Are you suggesting that 30 or more years from now society will "accept" a 50 year old man having sex with a 12 year old girl? I think that we moved away from this practice hundreds, if not thousands of years, ago. I doubt if we'd move back to a practice that assumes a 12 year old girl is mentally and emotionally mature enough to make a proper decision regarding sex.



Originally posted by donk_316raping children is not pedophilia. Pedos like young boys and girls. IE/ under 18 over 12.


Pedos like them younger. Much younger. If you have the stomach for it, research it and you will find stories of children abused at 2, 3 years of age, possibly younger.

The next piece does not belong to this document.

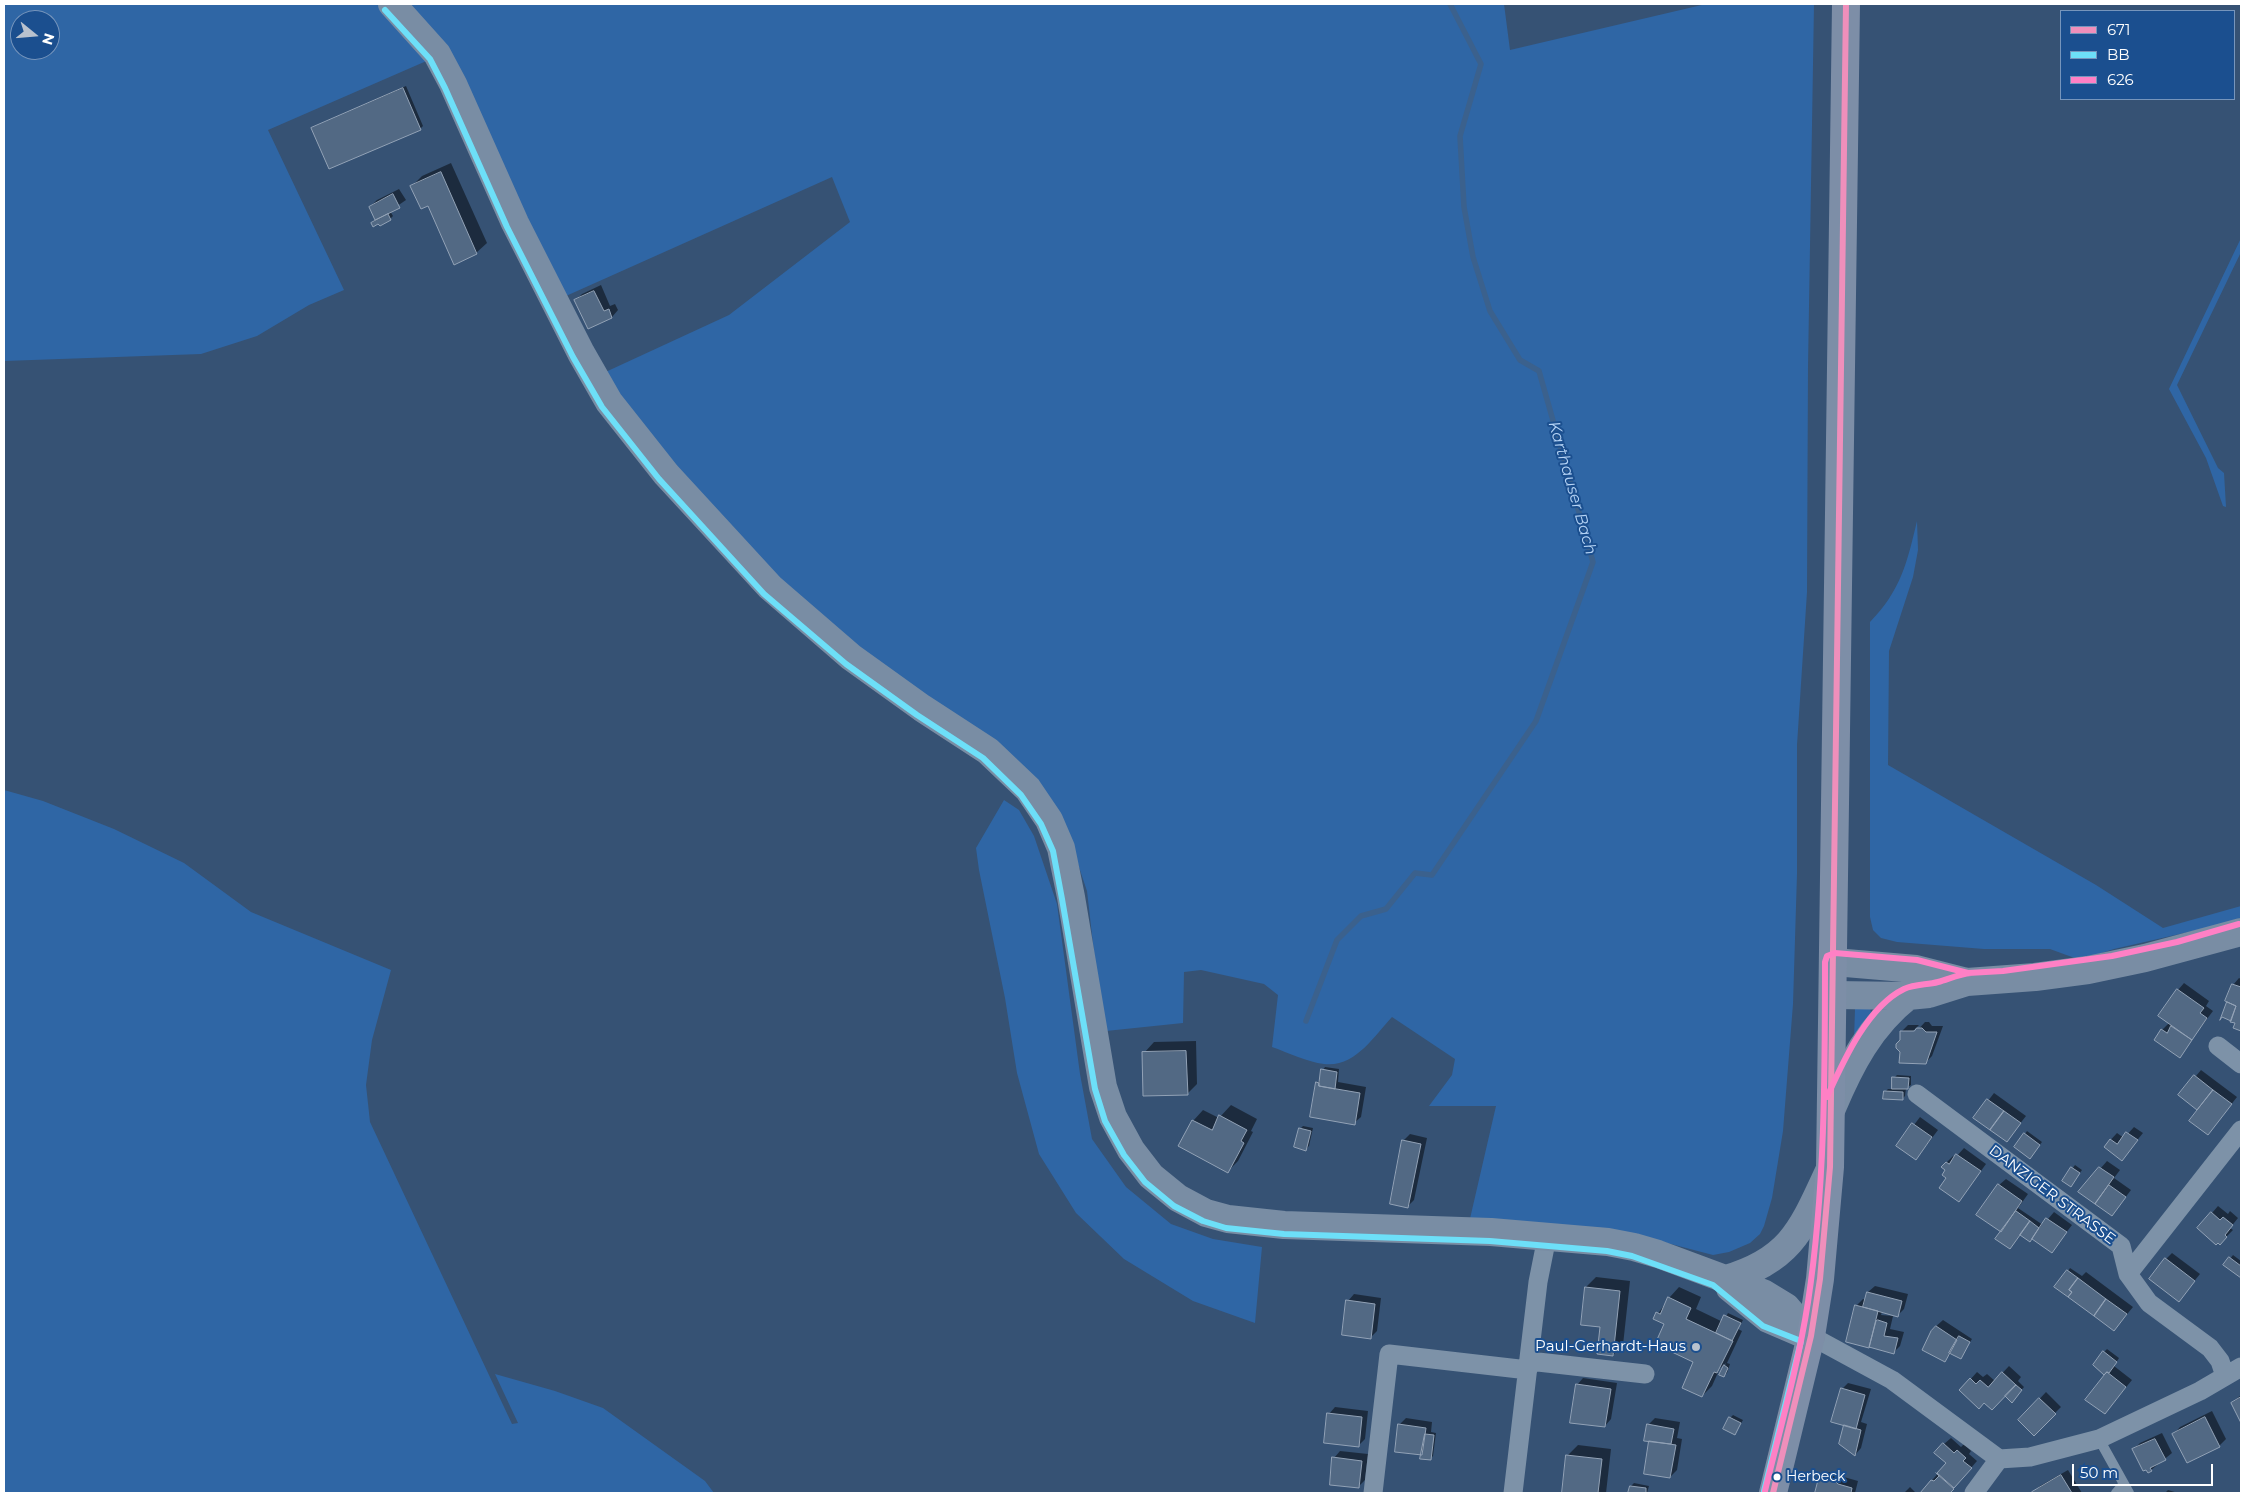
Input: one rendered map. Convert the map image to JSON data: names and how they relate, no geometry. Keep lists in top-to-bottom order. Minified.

Also, raping children is a somewhat open interpretation of the act. Rape, in the normal sense, is accompanied by physical force. Let's be honest, not much physical force needed to force a 5 year old, or a 12 year old to do what you want. They're minds are such that they can be convinced that wrong is right etc. Thus statutory rape comes into play. A 14 year old girl might have totally consented to sex with a 40 year old man. Who knows, she might have actually enjoyed the act. She might not have understood that 14 year old girls don't generally have sex and that they can get pregnant and find themselves graduating high school with a son or daughter only a few years behind them. They don't understand that there are diseases out there that will not only stay with you for life, they might actually kill you.

jedi mind tricks on a child are the same as physical force when it comes to sex.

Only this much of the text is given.